Seriously, don't worry. Next week there will be something new happening with someone else's dog. Don't forget, you always think it's worse than everyone else does anyway. "Just smile and wave boys"


----------



## Ali79 (Mar 30, 2011)

If you think Dexter was bad you should have come to our puppy training classes!!! There was a tiny mixed breed pup called Teddy who spent his whole time trying to hump Bella the Great Dane pup even though he didn't reach above her ankles and when she graduated to obedience classes he picked on all the others (male and female)!! We all found it very funny although his poor owner was mortified and said he does it all the time at home! Dexter is just trying to show who is boss and will probably have someone else trying to do the same next week! It will get better


----------



## tessybear (May 1, 2011)

Well thanks everyone who replied, you have given me the courage to give it another go! The sympathetic vet-nurse who ran it said it was just over- excitement but I just hope he improves quickly!


----------



## weez74 (Feb 9, 2011)

tessybear said:


> Well thanks everyone who replied, you have given me the courage to give it another go! The sympathetic vet-nurse who ran it said it was just over- excitement but I just hope he improves quickly!


Ah, I had a little chuckle about this too! Rosie was awful - she barked and barked (despite never having barked much before - she makes up for it now) and some of the other owners commented that their dogs didn't know how to bark - by the endof th party, they had ALL picked it up off her. She terrorised a poor little Jack Russell puppy who was cowering under the chairs every time she came near and raced around from dog to dog barking and jumping on them and play biting them. I was so embarassed (but secretly a bit proud that she was just having so much fun). And then at the next one, she took on a huge Rottweiler/American Bulldog cross, who strolled in confidently and ended up running away from her!
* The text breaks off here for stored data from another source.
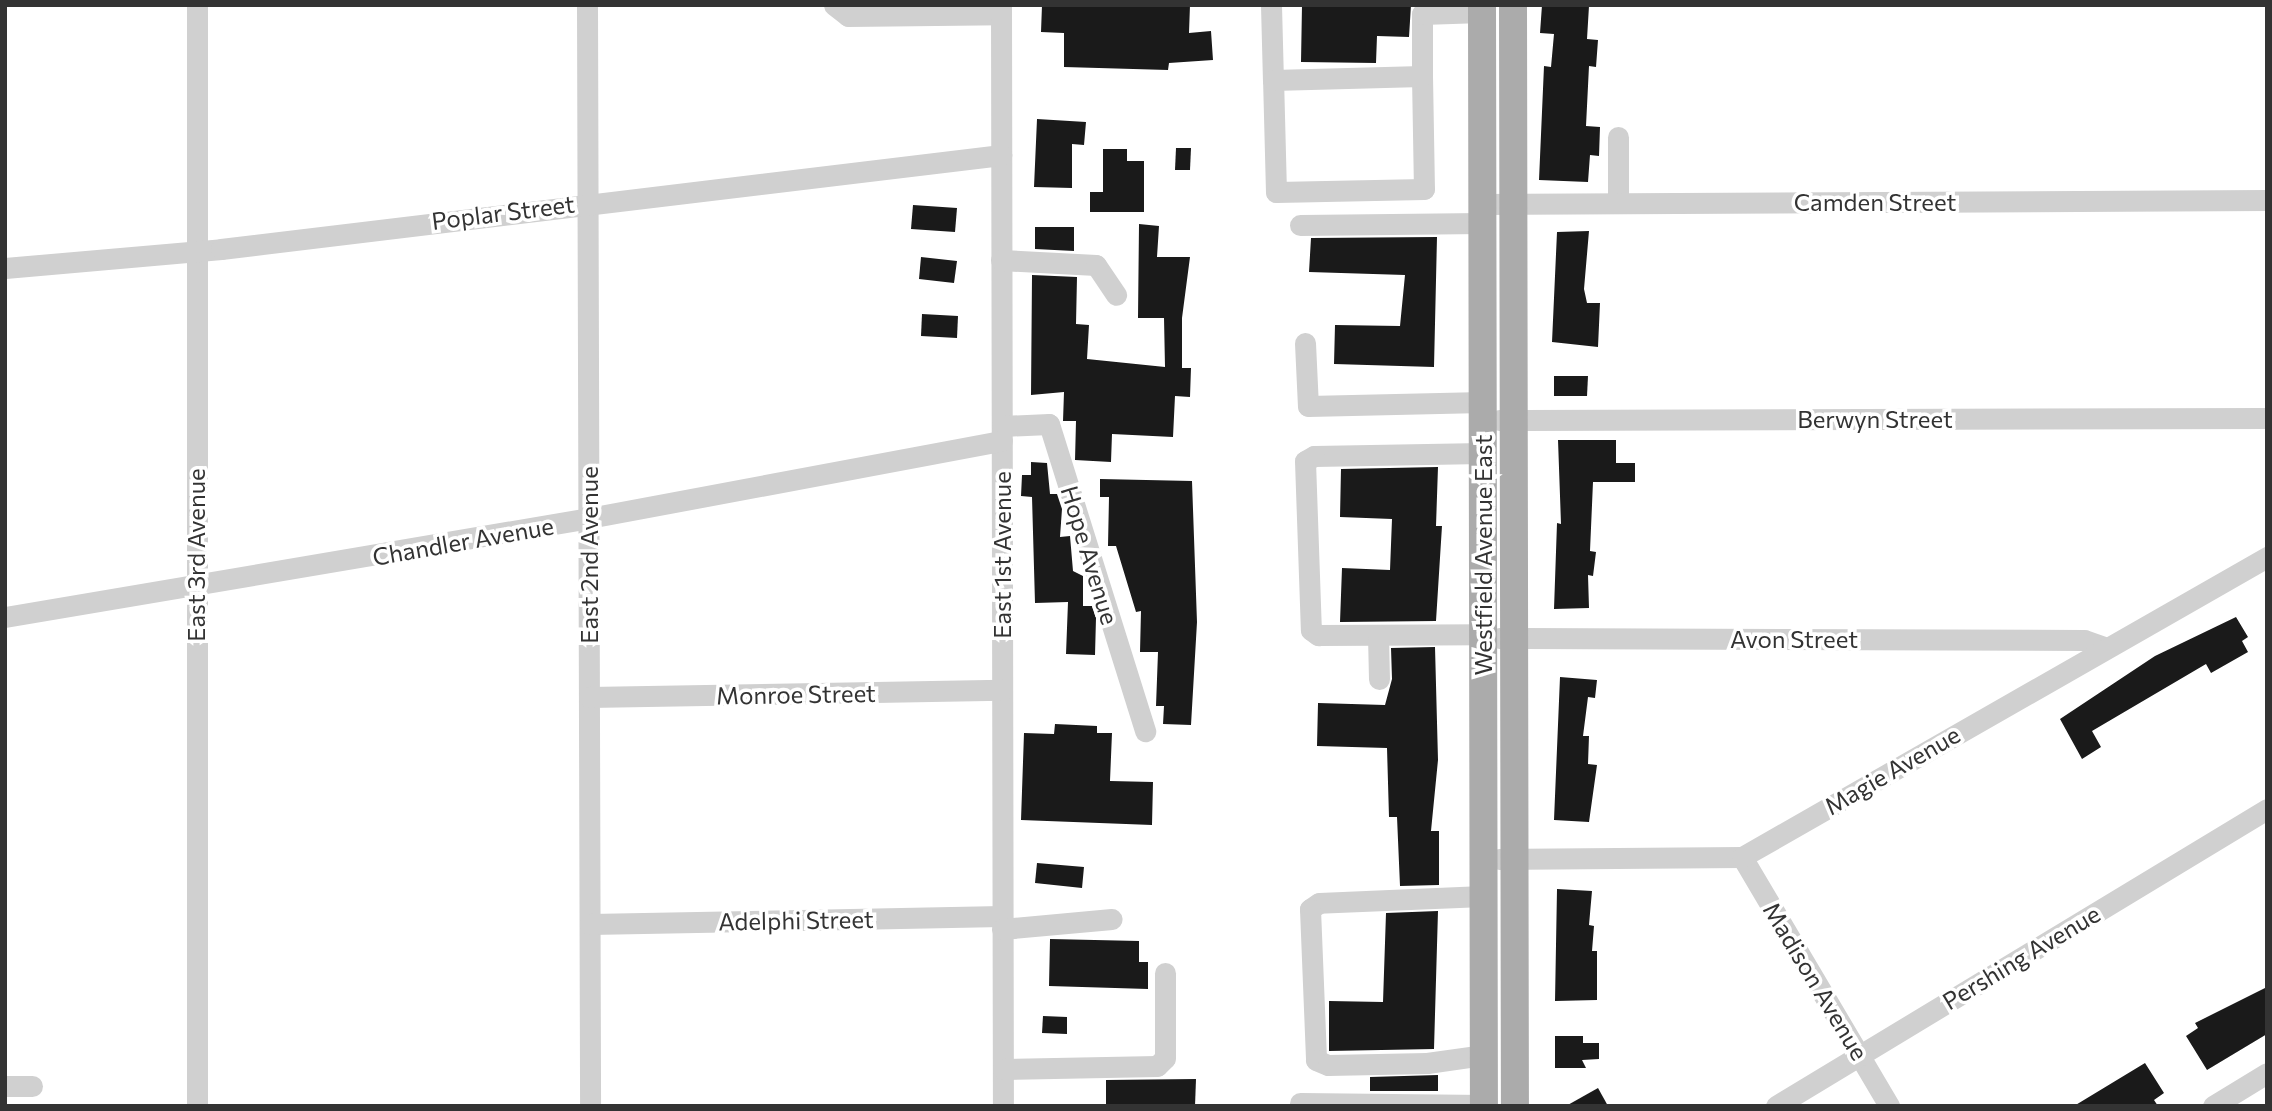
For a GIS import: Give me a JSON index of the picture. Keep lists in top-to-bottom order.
{
  "streets": {
    "main road": ["Westfield Avenue East"],
    "street": [
      "Camden Street",
      "Poplar Street",
      "Berwyn Street",
      "Chandler Avenue",
      "East 3rd Avenue",
      "East 2nd Avenue",
      "East 1st Avenue",
      "Hope Avenue",
      "Avon Street",
      "Monroe Street",
      "Magie Avenue",
      "Adelphi Street",
      "Pershing Avenue",
      "Madison Avenue"
    ]
  },
  "crossings": [
    ["Camden Street", "Westfield Avenue East"],
    ["Poplar Street", "East 3rd Avenue"],
    ["Poplar Street", "East 2nd Avenue"],
    ["Poplar Street", "East 1st Avenue"],
    ["Berwyn Street", "Westfield Avenue East"],
    ["Chandler Avenue", "East 3rd Avenue"],
    ["Chandler Avenue", "East 2nd Avenue"],
    ["Chandler Avenue", "East 1st Avenue"],
    ["Chandler Avenue", "Hope Avenue"],
    ["East 2nd Avenue", "Monroe Street"],
    ["East 2nd Avenue", "Adelphi Street"],
    ["East 1st Avenue", "Hope Avenue"],
    ["East 1st Avenue", "Monroe Street"],
    ["East 1st Avenue", "Adelphi Street"],
    ["Westfield Avenue East", "Avon Street"],
    ["Westfield Avenue East", "Magie Avenue"],
    ["Avon Street", "Magie Avenue"],
    ["Magie Avenue", "Madison Avenue"],
    ["Pershing Avenue", "Madison Avenue"]
  ]
}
It was all play - I think they just have so much energy and so much happiness and they just want to roll around with allt he other dogs and have fun! And the big furry coat makes them think they are bigger than everyone else so they don't have to be scared of them!"


----------



## tessybear (May 1, 2011)

Thanks Louise, underneath my embarrassment I suppose I was secretly a little bit proud that he wasn't one of the puppies cringing under a chair!


----------



## JoJo (Mar 2, 2011)

tessybear said:


> Well thanks everyone who replied, you have given me the courage to give it another go! The sympathetic vet-nurse who ran it said it was just over- excitement but I just hope he improves quickly!
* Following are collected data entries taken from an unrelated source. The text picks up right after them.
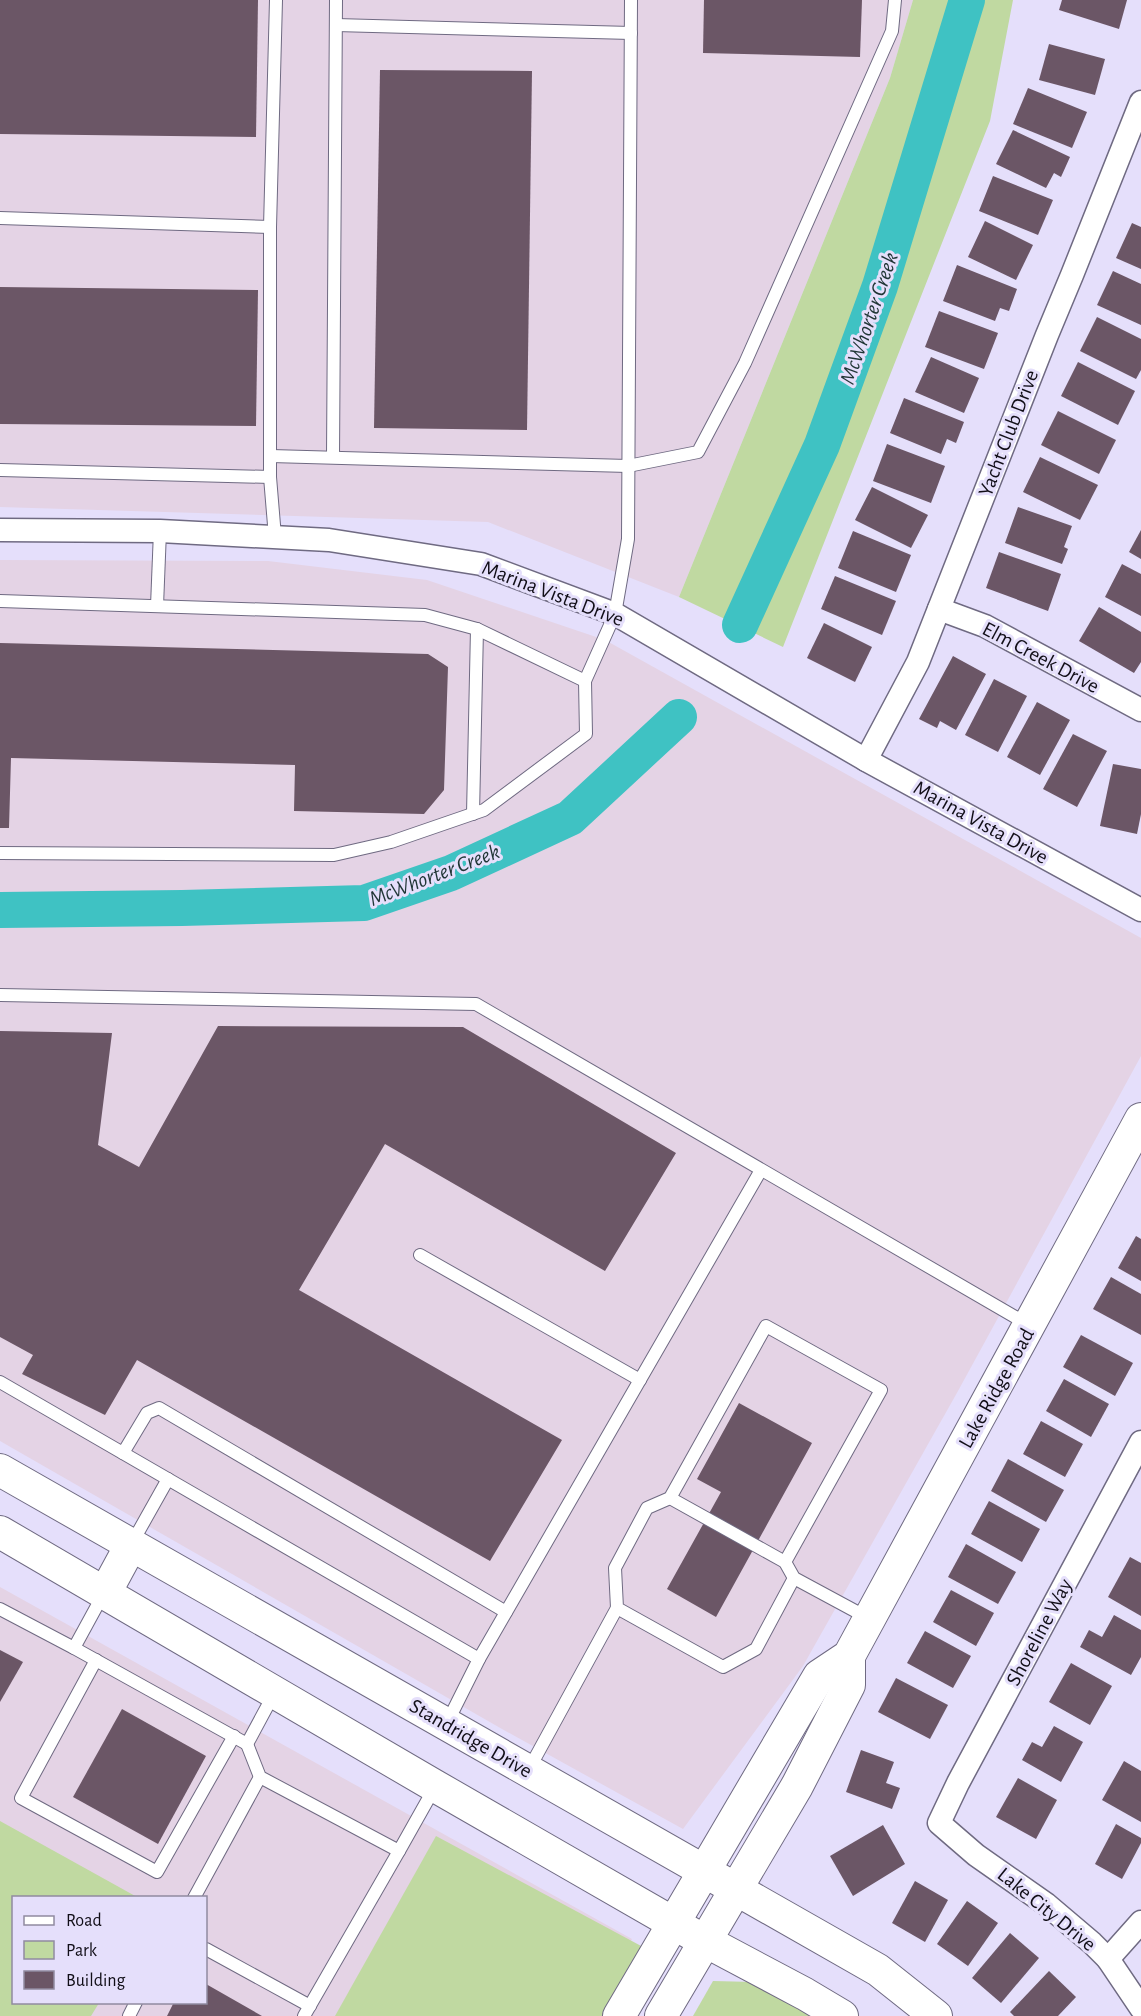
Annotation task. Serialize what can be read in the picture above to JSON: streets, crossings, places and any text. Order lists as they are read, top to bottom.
{
  "streets": {
    "street": [
      "Yacht Club Drive",
      "Marina Vista Drive",
      "Elm Creek Drive",
      "Lake Ridge Road",
      "Shoreline Way",
      "Standridge Drive",
      "Lake City Drive"
    ]
  },
  "crossings": [
    ["Yacht Club Drive", "Marina Vista Drive"],
    ["Yacht Club Drive", "Elm Creek Drive"],
    ["Lake Ridge Road", "Standridge Drive"],
    ["Shoreline Way", "Lake City Drive"]
  ],
  "water": ["McWhorter Creek"],
  "legend": ["Road", "Park", "Building"]
}
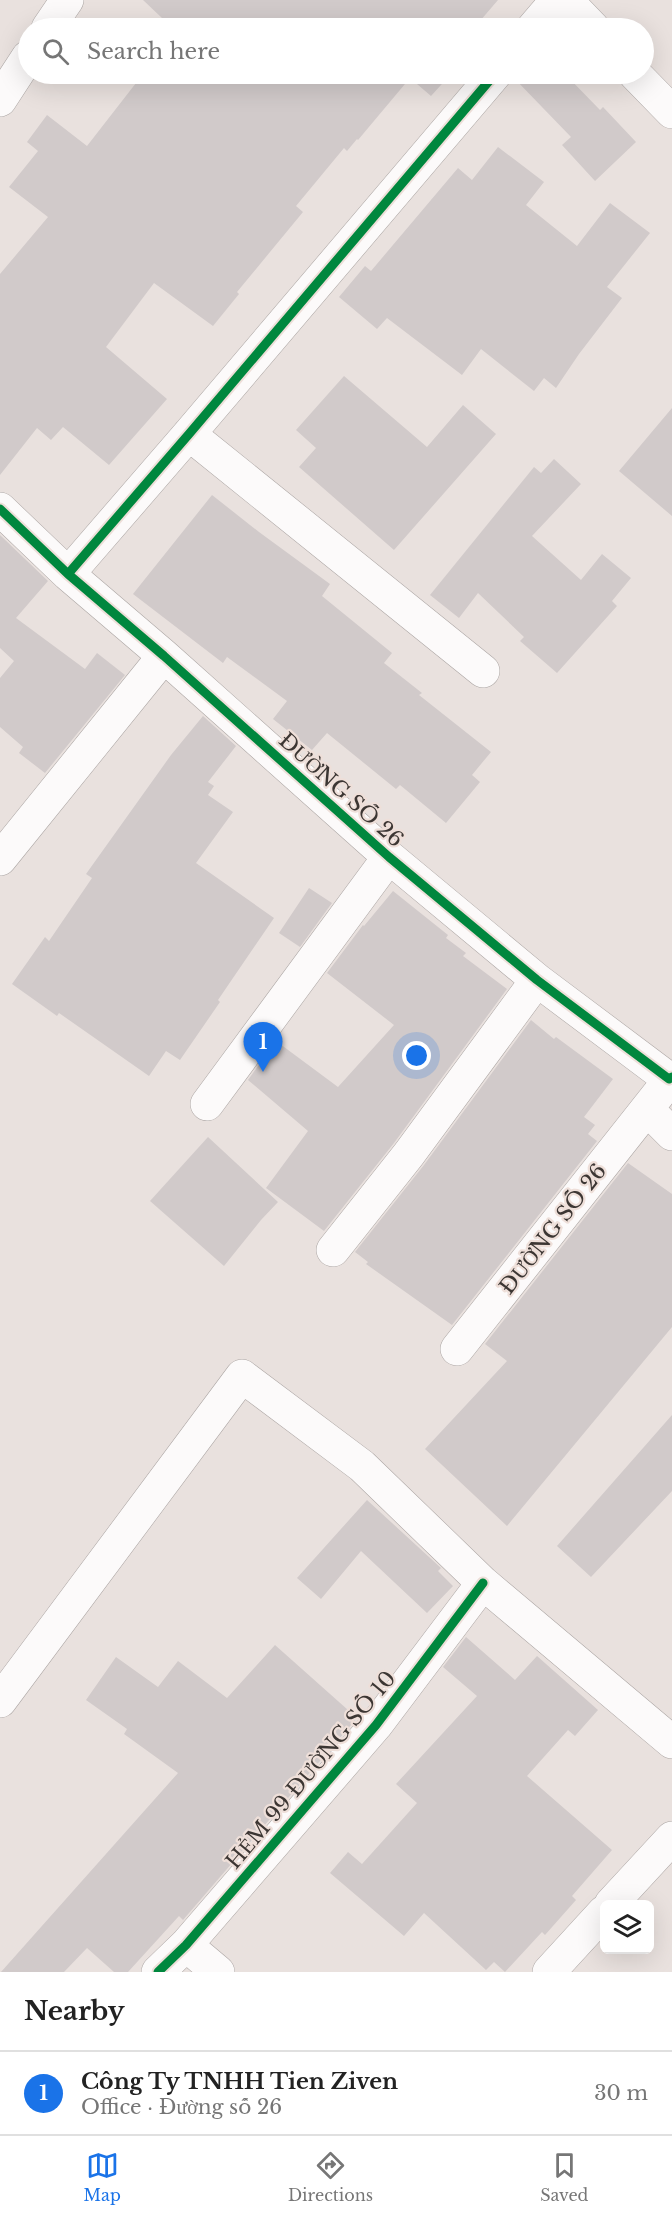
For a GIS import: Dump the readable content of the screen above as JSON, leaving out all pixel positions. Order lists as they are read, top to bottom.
{
  "streets": {
    "street": ["ĐƯỜNG SỐ 26", "HẺM 99 ĐƯỜNG SỐ 10"]
  },
  "page": {
    "search": "Search here",
    "pins": "1",
    "heading": "Nearby",
    "list": [
      {
        "mark": "1",
        "name": "Công Ty TNHH Tien Ziven",
        "note": "Office · Đường số 26",
        "value": "30 m"
      }
    ],
    "nav": ["Map", "Directions", "Saved"]
  }
}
Think positive and update us on your next meeting .. I am sure it will be better than the last one xxxx


----------



## Sarette (Mar 21, 2011)

When is the next meeting? x


----------



## embee (Dec 27, 2010)

Sarette said:


> When is the next meeting? x


Ohhh goody - this is going to turn into a 'JD like' thread where we all wait up munching jaffas and waiting for the next instalment


----------



## Dylansmum (Oct 29, 2010)

embee said:


> Ohhh goody - this is going to turn into a 'JD like' thread where we all wait up munching jaffas and waiting for the next instalment


Mandy, strikes me you are looking for any excuse to hit the Jaffa Cakes


----------



## tessybear (May 1, 2011)

Mandy it's Tuesday!!!


----------



## wilfiboy (Sep 18, 2010)

Yeh i agree with everyone just be confident if you're nervous he may pick that up from you... a big part of going is socialising and learning dogginess... Better to be confident than nervous its the nervous dogs that are more likely to snap due to being scared. Just laugh lol ... lovely boy x


----------



## Mez-UK (May 4, 2011)

I'm sorry but it did make me laugh.....I think it is the vision in my head of this little pup going from one to another......Please Please don't give up he will settle I promise just don't give up especially if it's because your embaressed we have all been there! Think how Dexter must be feeling especially when he realised he had got the wrong end! which im sure he did


----------